Era un privilegio tener una canilla en el antepatio, porque más abajo vivian niños, compañeros míos en la escuela, que no tenían agua en sus patios, ni tenía paredes sólidas como las de la pieza y garage donde yo vivía con mis padres. También algunos niños no tenían padre y madre. En muchas de las casuchas en que ellos vivían, que no eran casas sino albergues de chapa, madera o cartón colocados como se podía para dar un mal abrigo. En esos albergues faltaba el padre o la madre. Algunos niños tenían la suerte de tener una abuela que los amaba. Los niños de calle abajo contaban que pasaban frío en el invierno y para dormir se tapaban hasta la cabeza aunque no respiraran bien a través de las cobijas.

Yo no comprendía la suerte que tenía de vivir entre paredes sólidas, con ventana con vidrios.

Todos íbamos mal calzados a la escuela, pero algunos teníamos las zapatillas menos deshilachadas que otros. Y algunos llegaban de otras calles con mejores ropas y hasta  calzados con zapatos.

También llegaba un niño muy prolijo y tierno que fue mi compañero de banco todo un años escolar. No imaginaba su destino cuando me enseñaba un cantito de juego: que no muchos años más tarde moriría asesinado forcejeando con un policía en un acto político en que el fue un militante.

El lecherito era un niño más. Él era diferente de todos los otros niños. Él guapeaba todas las mañanas colgado del pescante de la camioneta del reparto.

¿A quién ayudaría con su sueldo?

De tanto verlo, una vez que nos cruzamos en la vereda frente a la parroquia nos saludamos.

Su rostro era blanco, hermoso, y su gesto simpático y afable cuando me devolvió el saludo. Su sonrisa se quedó en el tiempo, en el tiempo de mi memoria.

En las mañanas de un claro abril me preparaba en el antepatio para ir al liceo. Con cielos límpidos me la lavaba en la canilla juntando agua en una palangana. En la vivienda que no tenía el lujo de un lavatorio, y de apenas una lluvia de agua juntada en tarro que se abría para que saliera en lluvia tirando de una piola.

A esa hora en que era feliz preparándome para ir al liceo por la calle pasaba, veloz, la camioneta. No pasaban en esos tiempos muchos autos, antes que las calles se infectaran de vehículos.

El sol brillaba y el silencio se sentía entre las copas de las acacias.

El ruido del motor viejo de la camioneta en que venía el lecherito se sentía de lejos, lo reconocía.

El ruido de la camioneta cortando el silencio con el estruendo de un choque.
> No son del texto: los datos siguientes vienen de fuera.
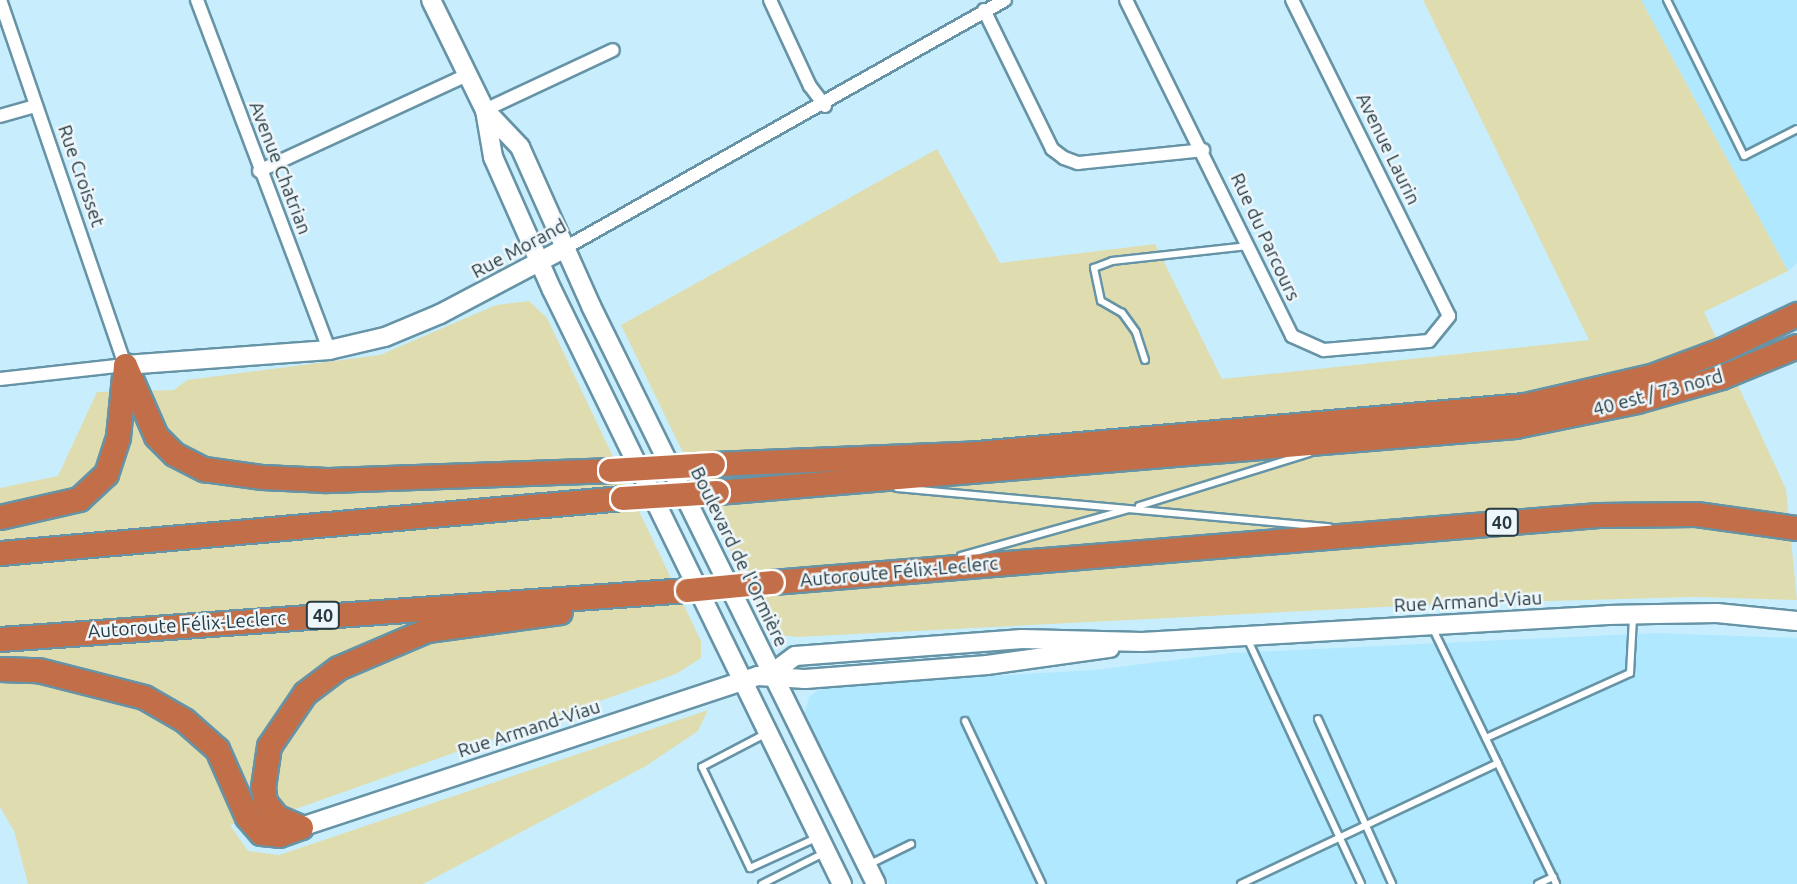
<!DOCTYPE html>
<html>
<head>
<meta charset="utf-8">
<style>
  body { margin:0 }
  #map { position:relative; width:1797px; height:884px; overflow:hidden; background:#c8eefe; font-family:Ubuntu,sans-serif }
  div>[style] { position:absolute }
  .built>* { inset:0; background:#afe8ff }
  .green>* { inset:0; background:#dfddb0 }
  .roads { filter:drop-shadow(2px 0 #6694a6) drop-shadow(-2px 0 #6694a6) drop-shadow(0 2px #6694a6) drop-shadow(0 -2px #6694a6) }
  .lane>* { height:6px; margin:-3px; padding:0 3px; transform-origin:3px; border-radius:3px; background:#fff }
  .street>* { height:12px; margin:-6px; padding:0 6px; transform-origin:6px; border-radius:6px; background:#fff }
  .secondary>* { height:18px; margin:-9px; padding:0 9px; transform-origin:9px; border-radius:9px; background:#fff }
  .highway>* { height:23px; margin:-11.5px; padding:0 11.5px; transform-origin:11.5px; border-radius:11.5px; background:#c26f49 }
  .bridges { filter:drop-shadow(2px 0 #fff) drop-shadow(-2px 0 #fff) drop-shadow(0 2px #fff) drop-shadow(0 -2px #fff) }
  .highway-bridge>* { height:23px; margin:-11.5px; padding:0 11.5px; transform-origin:11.5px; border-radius:11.5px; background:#c26f49 }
  span { translate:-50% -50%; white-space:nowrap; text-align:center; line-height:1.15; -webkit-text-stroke:5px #edf6fa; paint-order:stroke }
  .shield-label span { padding:2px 5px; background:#edf6fa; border:2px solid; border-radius:5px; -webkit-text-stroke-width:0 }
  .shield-label { font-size:18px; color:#273a42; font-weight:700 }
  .street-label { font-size:19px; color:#273a42 }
</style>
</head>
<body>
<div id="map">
  <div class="built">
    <i style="clip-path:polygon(1641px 0,1797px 0,1797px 263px,1788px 271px)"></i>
    <i style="clip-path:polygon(1655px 633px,1797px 638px,1797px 884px,889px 884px,805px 713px,809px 697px,824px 686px,1094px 670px,1231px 653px)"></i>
  </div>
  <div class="green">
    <i style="clip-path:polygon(1423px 0,1641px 0,1788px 271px,1704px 312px,1786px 489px,1797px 600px,1694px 597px,1443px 604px,797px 637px,771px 634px,621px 325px,937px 149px,1000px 263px,1155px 244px,1222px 379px,1589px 340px)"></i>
    <i style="clip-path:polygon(529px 301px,547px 318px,701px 641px,701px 658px,676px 674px,293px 810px,230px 825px,248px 851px,279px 855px,708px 710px,698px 731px,646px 766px,423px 884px,28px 884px,14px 831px,0 807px,0 488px,58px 476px,97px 392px,174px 390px,187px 380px,380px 355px,496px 305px)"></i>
  </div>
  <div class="roads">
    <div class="lane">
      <i style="left:1667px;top:0;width:174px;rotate:63.7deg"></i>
      <i style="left:1744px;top:156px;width:59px;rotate:-27deg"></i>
      <i style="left:1145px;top:360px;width:29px;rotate:-108deg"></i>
      <i style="left:1136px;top:332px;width:24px;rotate:-126deg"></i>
      <i style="left:1122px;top:313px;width:24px;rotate:-150deg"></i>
      <i style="left:1101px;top:301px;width:34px;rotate:-102deg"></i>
      <i style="left:1094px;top:268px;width:19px;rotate:-21deg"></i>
      <i style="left:1112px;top:261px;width:137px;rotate:-6.3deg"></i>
      <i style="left:897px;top:488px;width:434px;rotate:5.2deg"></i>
      <i style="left:1139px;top:506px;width:178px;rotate:-17.3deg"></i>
      <i style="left:961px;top:556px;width:174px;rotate:-15.6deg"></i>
      <i style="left:1432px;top:627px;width:285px;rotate:64.2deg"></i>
      <i style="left:1247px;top:638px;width:271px;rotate:65.1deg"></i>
      <i style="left:1318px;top:719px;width:181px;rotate:65.8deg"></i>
      <i style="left:965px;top:721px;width:180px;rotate:64.7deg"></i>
      <i style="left:765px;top:734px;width:71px;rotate:152.4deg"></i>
      <i style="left:702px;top:767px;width:112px;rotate:64.6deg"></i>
      <i style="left:750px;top:868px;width:75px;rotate:-24.5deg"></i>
      <i style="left:1486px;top:738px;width:158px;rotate:-24.3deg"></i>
      <i style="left:1630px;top:673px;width:56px;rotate:-86.9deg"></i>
      <i style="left:868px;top:865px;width:48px;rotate:-26deg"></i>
      <i style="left:762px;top:884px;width:69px;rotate:-26.6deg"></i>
      <i style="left:1241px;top:884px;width:284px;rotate:-25.2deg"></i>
      <i style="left:1538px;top:884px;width:17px;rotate:-25deg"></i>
    </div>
    <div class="street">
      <i style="left:197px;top:0;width:374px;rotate:69.3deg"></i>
      <i style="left:770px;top:0;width:95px;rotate:65.1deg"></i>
      <i style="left:810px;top:86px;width:25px;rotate:53deg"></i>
      <i style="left:1126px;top:0;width:375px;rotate:63.7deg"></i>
      <i style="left:1292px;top:336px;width:35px;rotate:24deg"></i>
      <i style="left:1324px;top:350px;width:105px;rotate:-4.9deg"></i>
      <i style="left:1429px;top:341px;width:32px;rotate:-51deg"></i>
      <i style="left:1449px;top:316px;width:353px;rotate:-116.4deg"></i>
      <i style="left:984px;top:10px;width:155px;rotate:63.9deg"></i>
      <i style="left:1052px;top:149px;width:15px;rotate:37deg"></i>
      <i style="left:1064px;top:158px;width:15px;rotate:20deg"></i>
      <i style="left:1078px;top:163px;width:126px;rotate:-5.9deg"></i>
      <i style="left:485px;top:110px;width:141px;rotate:-25.1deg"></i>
      <i style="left:0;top:116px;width:37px;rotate:-16deg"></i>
      <i style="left:259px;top:171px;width:229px;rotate:-24.8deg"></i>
      <i style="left:565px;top:248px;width:505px;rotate:-29.41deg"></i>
      <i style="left:0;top:379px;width:126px;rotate:-6.4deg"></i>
      <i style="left:125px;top:365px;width:386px;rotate:-108.9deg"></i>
    </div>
    <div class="secondary">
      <i style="left:431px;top:0;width:123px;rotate:63.9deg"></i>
      <i style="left:485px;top:110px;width:51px;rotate:46.6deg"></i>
      <i style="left:520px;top:147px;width:174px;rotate:65.9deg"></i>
      <i style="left:591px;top:306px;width:644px;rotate:63.75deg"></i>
      <i style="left:485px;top:110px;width:48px;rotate:80.3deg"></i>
      <i style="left:493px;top:157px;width:145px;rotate:66.1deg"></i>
      <i style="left:552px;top:290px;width:661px;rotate:63.98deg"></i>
      <i style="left:125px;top:365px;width:205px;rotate:-4.2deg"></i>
      <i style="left:329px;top:350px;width:57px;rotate:-13.1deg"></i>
      <i style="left:385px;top:337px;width:60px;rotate:-22.7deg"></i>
      <i style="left:440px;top:314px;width:141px;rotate:-27.8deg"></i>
      <i style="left:771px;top:674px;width:30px;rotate:-37deg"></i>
      <i style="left:795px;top:656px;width:228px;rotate:-4.3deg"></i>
      <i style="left:1022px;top:639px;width:120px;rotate:1.4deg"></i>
      <i style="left:1142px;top:642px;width:467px;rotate:-3.3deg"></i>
      <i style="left:1608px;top:615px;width:109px;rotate:-1.1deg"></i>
      <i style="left:1717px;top:613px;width:80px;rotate:5.7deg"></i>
      <i style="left:301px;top:827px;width:481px;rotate:-18.3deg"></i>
      <i style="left:758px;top:676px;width:47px;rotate:3.7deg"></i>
      <i style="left:805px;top:679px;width:183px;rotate:-4.4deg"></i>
      <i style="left:987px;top:665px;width:124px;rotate:-7.9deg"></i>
    </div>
    <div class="highway">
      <i style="left:125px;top:365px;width:77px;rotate:66.4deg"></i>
      <i style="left:156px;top:436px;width:25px;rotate:45deg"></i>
      <i style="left:174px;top:454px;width:34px;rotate:27deg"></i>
      <i style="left:204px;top:469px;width:59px;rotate:7.9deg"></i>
      <i style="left:262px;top:477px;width:65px;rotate:2.6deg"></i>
      <i style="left:327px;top:480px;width:283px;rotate:-2deg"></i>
      <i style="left:977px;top:453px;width:550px;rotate:-5.01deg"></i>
      <i style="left:1525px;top:405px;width:129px;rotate:-13deg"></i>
      <i style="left:1651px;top:376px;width:75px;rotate:-20.4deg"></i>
      <i style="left:1721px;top:350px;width:84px;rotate:-25.3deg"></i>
      <i style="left:713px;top:464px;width:278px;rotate:-2.3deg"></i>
      <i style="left:717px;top:492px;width:801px;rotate:-4.73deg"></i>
      <i style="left:1515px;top:426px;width:125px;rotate:-11.6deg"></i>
      <i style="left:1637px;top:401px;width:87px;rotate:-15.9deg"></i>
      <i style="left:1721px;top:377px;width:82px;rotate:-22.2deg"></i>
      <i style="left:0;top:517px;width:81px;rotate:-12.8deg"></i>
      <i style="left:79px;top:499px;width:37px;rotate:-43deg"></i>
      <i style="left:106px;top:474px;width:39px;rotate:-72deg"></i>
      <i style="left:118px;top:437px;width:72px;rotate:-84.4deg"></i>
      <i style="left:0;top:553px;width:624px;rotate:-5.05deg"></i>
      <i style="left:772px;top:582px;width:829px;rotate:-4.64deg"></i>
      <i style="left:1598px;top:515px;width:98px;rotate:-0.6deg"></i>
      <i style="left:1696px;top:514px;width:102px;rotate:7.9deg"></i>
      <i style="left:0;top:639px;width:689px;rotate:-4.08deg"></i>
      <i style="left:0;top:669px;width:38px;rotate:2deg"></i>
      <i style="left:38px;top:670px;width:109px;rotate:14.3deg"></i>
      <i style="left:144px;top:697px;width:46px;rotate:29.9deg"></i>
      <i style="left:184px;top:720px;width:44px;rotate:41.3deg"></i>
      <i style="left:217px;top:749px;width:74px;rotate:66.2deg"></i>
      <i style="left:247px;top:817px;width:21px;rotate:49deg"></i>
      <i style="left:261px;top:833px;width:18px;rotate:6deg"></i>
      <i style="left:279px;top:835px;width:23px;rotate:-20deg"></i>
      <i style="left:301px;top:827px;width:26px;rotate:-157deg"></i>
      <i style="left:277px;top:817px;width:19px;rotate:-129deg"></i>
      <i style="left:265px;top:802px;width:15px;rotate:-98deg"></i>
      <i style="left:263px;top:787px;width:41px;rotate:-81.7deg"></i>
      <i style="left:269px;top:746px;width:64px;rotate:-55.8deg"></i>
      <i style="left:305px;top:693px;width:41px;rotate:-37.1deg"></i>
      <i style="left:338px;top:668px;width:97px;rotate:-23.1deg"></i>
      <i style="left:427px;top:630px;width:134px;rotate:-7.7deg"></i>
    </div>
  </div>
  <div class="bridges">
    <div class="highway-bridge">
      <i style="left:610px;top:470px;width:103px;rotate:-3.3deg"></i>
      <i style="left:622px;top:498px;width:95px;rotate:-3.6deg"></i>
      <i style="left:687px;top:590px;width:85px;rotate:-5.4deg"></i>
    </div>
  </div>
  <div class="shield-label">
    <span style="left:1502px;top:522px">40</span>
    <span style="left:323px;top:615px">40</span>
  </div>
  <div class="street-label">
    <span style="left:1388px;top:149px;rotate:64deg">Avenue Laurin</span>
    <span style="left:280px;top:168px;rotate:69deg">Avenue Chatrian</span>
    <span style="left:81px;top:176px;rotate:71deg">Rue Croisset</span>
    <span style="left:1265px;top:237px;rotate:65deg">Rue du Parcours</span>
    <span style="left:519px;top:249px;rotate:-28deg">Rue Morand</span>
    <span style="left:1658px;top:393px;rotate:-15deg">40 est / 73 nord</span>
    <span style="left:739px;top:557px;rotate:64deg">Boulevard de l'Ormière</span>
    <span style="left:899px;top:572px;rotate:-5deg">Autoroute Félix-Leclerc</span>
    <span style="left:1468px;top:602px;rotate:-3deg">Rue Armand-Viau</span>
    <span style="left:187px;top:625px;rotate:-4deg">Autoroute Félix-Leclerc</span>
    <span style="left:529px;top:729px;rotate:-18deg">Rue Armand-Viau</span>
  </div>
</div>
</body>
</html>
En la esquina de Torricelli y Pozzolo.

Corrí con curiosidad malsana. Había ocurrido una catástrofe y quería verla. Era el mal de otros.

Llegué a la esquina donde mi amigo italiano el almacenero Mario Dal Pozzo se movía agitado, desolado, él que me contaba historias de la guerra, de la segunda, en los años en que nosotros éramos felices y él contaba de niños despedazados por las bombas. —Quedó solo una bota contra la pared- contaba Mario, que al poco tiempo se fue al campo porque era más campesino que bolichero; y contaba cuando el choque: —El lechero decía: ¡Mi muchacho! ¡Mi muchacho!, y no entendían. El muchacho estaba aplastado, debajo de la camioneta volcada.

Y algunos, Mario y los que estaban en el bar de la otra esquina, levantaron con fuerzas desesperadas la camioneta y los casilleros.

El primer intento falló... Y otra vez los hombres desesperados levantaron el peso y sacaron al chico exánime a un costado.

El muchachito ya no estaba cuando llegué.

Más tarde llegó la noticia: —El lecherito se murió. Y con la noticia un detalle: ‑Ya le habían cortado un brazo.

Yo quedaba en la calle, en el barrio, bajo el sol radiante de abril, cuando el lecherito moría y me dejaba sus años por vivir.

Inconsciente seguía viviendo y su rostro, su sonrisa de niño inocente, guapo, trabajador, se quedó en mí.

Para contar su fin, de niño pobre, que aportaba un sueldo vaya uno a saber a quién, como otros tantos niños en la miseria del mundo.

El lecherito muerto fue mi niño. Sin saber su nombre.